As paint dries, water evaporates and the plastic spheres (or colloids) are forced together, fusing to form a thin layer of plastic that gives the paint a smooth, shiny finish. Below a certain temperature
though - usually about seven degrees - the plastic colloids do not fuse properly and the paint becomes flaky.

This is where the ANU chemists step in. PhD student Marilyn Karaman with Prof Pashley and Professor Barry Ninham have designed a machine to measure precisely what this crucial temperature is, triggering a small revolution in the billion-dollar international paint industry.

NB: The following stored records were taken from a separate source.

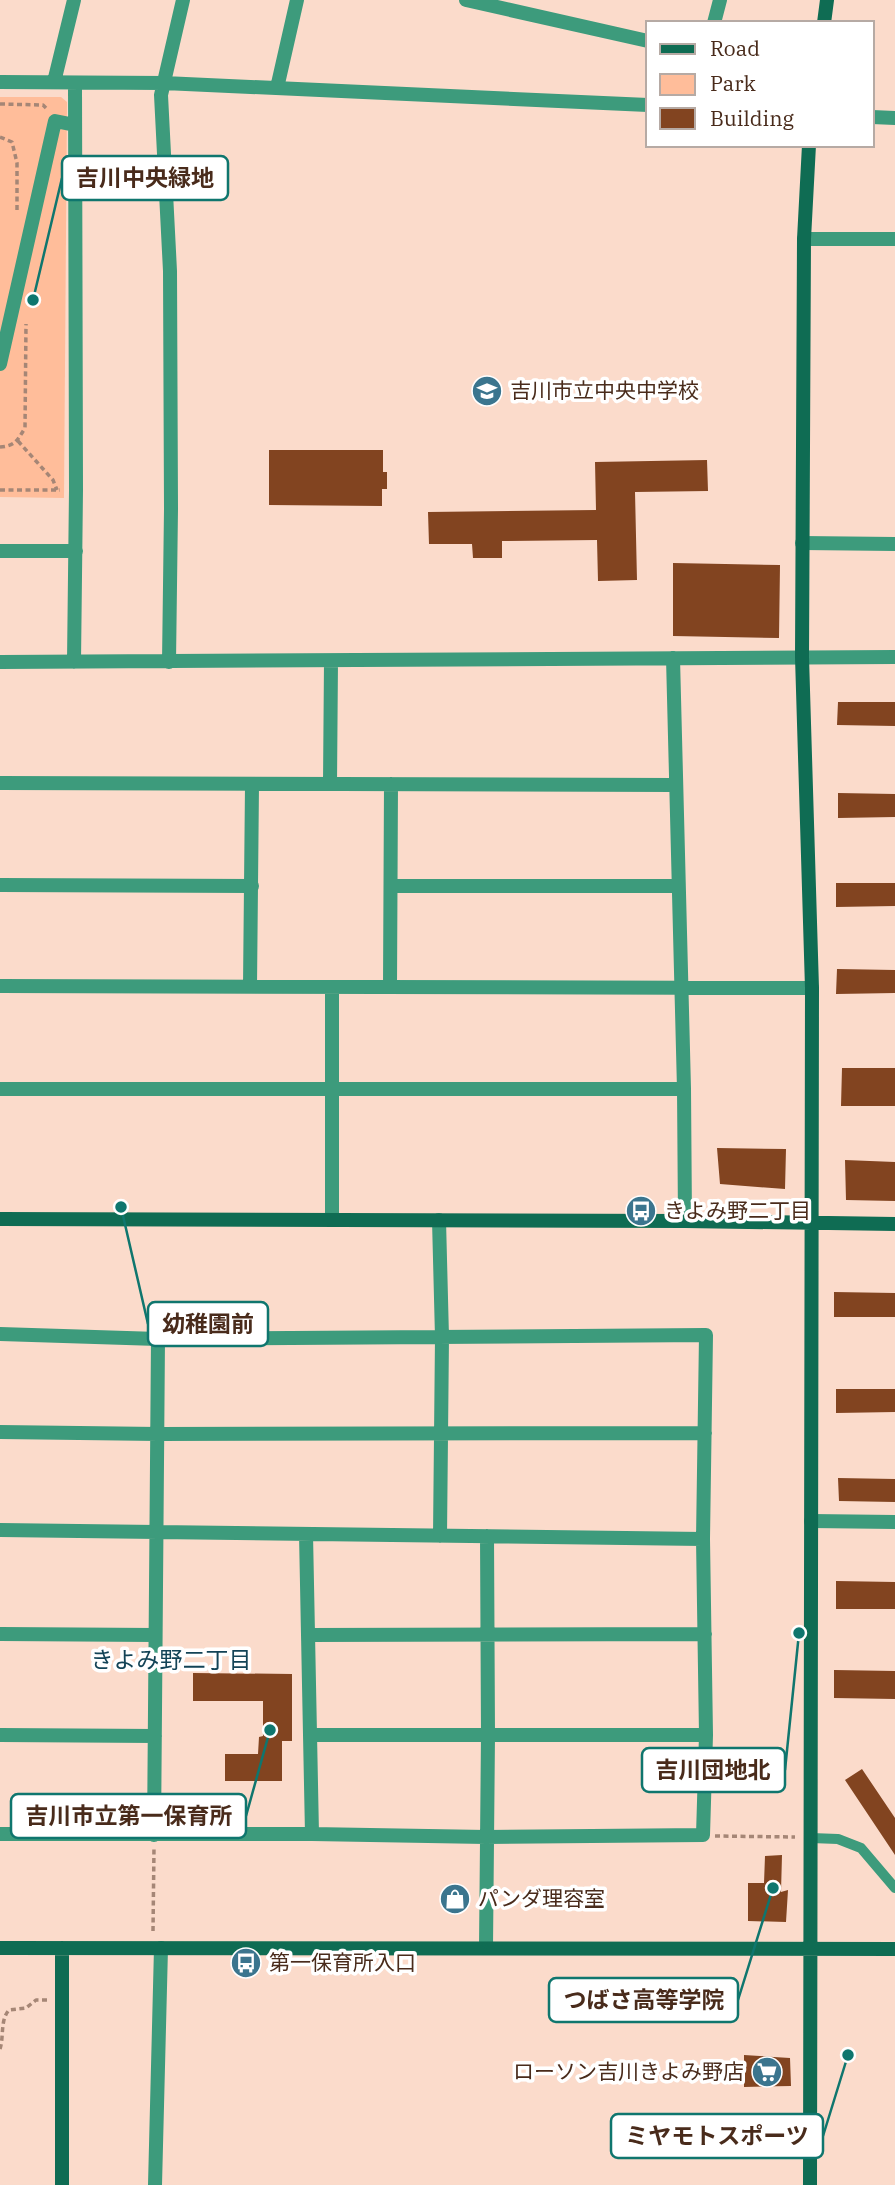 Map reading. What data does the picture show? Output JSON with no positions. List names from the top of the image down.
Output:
{
  "districts": ["きよみ野二丁目"],
  "places": {
    "other": [
      "吉川中央緑地",
      "幼稚園前",
      "吉川団地北",
      "吉川市立第一保育所",
      "つばさ高等学院",
      "ミヤモトスポーツ"
    ],
    "school or university": ["吉川市立中央中学校"],
    "bus stop": ["きよみ野二丁目", "第一保育所入口"],
    "shop": ["パンダ理容室"],
    "supermarket": ["ローソン吉川きよみ野店"]
  },
  "legend": ["Road", "Park", "Building"]
}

An international patent for the machine has recently been filed in the US by Rohm and Haas and Prof Pashley estimates 500 machines could be sold world wide at around $100,000 each. All the machine needs now, he says, is a catchy name to replace its mundane working title: Minimum Film Formation Temperature Instrument.

Apart from the paint-drying machine, the team has also applied their academic rigour to other procedures in the paint industry. Until now, for instance, the industry standard for measuring how well paint bonds to different materials was to rip a piece of adhesive-tape off a painted surface and see how much came away. "Some of the practices in industry have been quite primitive and, with a little bit of research, we have been able to make things a lot more sophisticated, Prof. Pashley said.

Their work is a good example of how industry can benefit from a small research outlay, he said. "Rohm and Haas originally approached us to do this sort of research for them. They had the faith to try that and now it has paid off."